#### Problem details:
Which of the lines below mention the word "frame"? Pull each one out.

#### Dataset records:
-.-.-
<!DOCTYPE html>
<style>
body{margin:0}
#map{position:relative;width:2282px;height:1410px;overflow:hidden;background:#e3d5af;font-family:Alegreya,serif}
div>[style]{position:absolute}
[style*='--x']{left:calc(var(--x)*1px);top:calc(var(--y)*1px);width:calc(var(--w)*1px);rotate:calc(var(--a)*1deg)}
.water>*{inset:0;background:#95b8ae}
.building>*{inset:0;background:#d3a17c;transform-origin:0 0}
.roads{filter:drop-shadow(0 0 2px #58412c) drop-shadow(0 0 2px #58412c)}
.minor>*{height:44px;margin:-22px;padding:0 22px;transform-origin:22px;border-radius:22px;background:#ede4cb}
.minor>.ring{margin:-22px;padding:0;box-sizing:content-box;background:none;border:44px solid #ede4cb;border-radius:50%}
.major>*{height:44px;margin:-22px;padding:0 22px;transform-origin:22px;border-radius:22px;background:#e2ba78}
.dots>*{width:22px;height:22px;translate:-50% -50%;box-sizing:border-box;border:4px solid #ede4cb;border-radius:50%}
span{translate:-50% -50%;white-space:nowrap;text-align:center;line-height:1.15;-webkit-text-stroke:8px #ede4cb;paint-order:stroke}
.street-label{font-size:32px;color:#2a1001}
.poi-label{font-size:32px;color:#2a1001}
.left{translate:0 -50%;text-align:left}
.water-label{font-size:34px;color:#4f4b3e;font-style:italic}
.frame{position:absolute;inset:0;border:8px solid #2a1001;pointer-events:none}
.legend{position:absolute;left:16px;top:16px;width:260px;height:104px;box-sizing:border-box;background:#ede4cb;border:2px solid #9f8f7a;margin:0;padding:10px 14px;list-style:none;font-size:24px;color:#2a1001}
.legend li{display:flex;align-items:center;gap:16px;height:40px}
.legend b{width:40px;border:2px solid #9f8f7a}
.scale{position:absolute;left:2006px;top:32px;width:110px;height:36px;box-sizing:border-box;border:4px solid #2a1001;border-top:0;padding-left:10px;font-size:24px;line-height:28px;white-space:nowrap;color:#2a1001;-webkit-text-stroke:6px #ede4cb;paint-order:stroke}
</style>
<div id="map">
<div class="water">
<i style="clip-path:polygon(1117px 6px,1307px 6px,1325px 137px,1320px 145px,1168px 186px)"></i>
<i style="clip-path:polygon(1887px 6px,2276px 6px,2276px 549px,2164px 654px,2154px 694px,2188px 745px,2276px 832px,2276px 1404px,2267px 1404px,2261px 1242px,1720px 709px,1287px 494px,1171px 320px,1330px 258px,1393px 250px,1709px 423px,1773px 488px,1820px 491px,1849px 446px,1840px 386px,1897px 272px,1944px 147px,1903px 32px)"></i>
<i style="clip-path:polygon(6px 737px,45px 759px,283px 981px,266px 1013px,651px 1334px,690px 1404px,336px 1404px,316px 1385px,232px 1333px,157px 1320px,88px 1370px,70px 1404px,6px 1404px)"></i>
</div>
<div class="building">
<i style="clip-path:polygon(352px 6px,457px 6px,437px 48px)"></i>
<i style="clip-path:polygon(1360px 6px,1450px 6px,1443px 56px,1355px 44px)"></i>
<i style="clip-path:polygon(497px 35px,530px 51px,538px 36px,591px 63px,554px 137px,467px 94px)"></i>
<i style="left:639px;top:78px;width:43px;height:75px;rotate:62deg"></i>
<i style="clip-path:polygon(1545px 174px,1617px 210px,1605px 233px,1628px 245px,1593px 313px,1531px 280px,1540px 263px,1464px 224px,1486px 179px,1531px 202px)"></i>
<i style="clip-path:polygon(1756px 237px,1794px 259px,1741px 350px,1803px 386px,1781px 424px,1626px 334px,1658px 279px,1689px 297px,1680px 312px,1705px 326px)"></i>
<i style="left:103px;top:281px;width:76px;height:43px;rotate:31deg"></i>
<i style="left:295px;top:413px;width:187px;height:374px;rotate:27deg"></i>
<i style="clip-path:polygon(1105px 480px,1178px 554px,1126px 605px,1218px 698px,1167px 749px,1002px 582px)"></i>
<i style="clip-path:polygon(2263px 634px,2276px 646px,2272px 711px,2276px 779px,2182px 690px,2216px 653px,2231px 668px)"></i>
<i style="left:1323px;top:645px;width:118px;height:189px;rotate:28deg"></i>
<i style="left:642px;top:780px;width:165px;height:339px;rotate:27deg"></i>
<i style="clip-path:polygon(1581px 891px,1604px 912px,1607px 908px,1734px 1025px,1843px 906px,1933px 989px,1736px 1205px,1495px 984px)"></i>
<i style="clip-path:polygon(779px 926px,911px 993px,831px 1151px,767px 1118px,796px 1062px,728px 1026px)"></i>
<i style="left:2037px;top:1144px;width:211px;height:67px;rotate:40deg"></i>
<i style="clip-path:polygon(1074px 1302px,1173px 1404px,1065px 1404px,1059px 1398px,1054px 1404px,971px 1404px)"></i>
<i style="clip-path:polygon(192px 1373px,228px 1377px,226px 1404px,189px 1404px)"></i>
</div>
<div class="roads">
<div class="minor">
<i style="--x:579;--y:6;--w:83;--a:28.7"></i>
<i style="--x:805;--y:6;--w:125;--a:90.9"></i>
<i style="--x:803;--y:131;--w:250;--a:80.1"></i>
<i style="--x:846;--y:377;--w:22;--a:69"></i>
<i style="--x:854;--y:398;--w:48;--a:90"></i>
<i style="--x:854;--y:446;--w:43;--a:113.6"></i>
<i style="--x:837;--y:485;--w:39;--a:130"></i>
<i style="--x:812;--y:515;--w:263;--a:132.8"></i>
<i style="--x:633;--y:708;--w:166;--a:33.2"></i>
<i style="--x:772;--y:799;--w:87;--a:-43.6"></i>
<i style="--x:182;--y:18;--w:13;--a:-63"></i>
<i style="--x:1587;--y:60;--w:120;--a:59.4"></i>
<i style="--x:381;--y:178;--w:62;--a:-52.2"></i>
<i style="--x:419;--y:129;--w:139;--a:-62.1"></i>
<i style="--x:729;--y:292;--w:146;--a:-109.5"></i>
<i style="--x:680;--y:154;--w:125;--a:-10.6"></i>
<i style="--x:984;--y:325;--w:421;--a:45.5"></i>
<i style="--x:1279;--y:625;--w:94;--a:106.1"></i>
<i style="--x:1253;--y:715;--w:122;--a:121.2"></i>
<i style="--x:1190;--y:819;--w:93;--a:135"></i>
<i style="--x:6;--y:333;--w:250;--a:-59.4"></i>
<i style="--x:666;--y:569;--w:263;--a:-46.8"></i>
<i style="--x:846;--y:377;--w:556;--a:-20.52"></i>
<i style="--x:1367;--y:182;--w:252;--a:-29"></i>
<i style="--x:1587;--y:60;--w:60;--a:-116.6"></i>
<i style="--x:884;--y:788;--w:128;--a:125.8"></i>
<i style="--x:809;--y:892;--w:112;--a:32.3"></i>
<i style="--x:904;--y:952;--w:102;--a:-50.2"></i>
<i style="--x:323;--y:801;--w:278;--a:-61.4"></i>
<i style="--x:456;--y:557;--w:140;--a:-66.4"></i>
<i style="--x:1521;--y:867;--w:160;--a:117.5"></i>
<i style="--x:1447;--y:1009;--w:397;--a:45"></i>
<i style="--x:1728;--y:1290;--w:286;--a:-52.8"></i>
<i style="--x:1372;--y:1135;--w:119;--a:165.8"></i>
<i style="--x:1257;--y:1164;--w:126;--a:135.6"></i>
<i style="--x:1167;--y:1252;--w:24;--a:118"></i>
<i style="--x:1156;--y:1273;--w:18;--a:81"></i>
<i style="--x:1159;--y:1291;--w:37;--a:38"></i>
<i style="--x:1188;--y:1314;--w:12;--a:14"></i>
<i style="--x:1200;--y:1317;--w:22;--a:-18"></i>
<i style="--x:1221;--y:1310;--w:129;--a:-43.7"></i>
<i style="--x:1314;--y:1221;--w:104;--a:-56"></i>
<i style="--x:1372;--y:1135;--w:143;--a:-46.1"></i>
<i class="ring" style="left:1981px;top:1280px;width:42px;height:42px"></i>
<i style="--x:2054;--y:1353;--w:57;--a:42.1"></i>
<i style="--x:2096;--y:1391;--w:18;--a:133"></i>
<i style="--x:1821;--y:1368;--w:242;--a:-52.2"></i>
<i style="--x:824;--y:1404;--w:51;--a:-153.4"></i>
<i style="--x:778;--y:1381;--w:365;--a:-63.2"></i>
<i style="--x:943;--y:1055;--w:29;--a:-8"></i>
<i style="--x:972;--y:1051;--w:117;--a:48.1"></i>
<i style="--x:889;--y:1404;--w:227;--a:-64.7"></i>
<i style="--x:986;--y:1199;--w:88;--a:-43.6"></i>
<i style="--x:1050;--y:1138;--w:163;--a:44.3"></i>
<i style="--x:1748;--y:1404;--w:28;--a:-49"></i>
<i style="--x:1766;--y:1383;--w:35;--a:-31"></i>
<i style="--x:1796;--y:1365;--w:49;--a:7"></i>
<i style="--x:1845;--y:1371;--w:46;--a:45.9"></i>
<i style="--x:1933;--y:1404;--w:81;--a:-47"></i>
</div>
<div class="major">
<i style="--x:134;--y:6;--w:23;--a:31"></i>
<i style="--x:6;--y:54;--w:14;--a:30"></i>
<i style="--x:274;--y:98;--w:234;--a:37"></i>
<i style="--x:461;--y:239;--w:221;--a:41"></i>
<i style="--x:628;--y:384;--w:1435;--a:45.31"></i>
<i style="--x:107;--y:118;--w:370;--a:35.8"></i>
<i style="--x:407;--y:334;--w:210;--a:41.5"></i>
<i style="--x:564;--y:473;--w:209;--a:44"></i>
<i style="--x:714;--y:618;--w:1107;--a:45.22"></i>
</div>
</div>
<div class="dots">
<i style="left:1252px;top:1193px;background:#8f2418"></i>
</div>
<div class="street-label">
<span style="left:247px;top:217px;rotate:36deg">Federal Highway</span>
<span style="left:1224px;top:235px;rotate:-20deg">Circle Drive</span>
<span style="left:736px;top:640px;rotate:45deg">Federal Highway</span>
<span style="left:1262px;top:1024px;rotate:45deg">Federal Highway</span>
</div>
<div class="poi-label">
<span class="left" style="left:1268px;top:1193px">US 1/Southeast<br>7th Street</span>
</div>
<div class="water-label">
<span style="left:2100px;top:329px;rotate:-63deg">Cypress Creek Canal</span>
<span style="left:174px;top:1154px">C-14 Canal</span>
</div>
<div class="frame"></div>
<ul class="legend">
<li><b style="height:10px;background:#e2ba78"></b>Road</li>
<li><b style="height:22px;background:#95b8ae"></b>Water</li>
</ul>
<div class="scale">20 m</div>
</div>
-.-.-
#### Task output:
.frame{position:absolute;inset:0;border:8px solid #2a1001;pointer-events:none}
<div class="frame"></div>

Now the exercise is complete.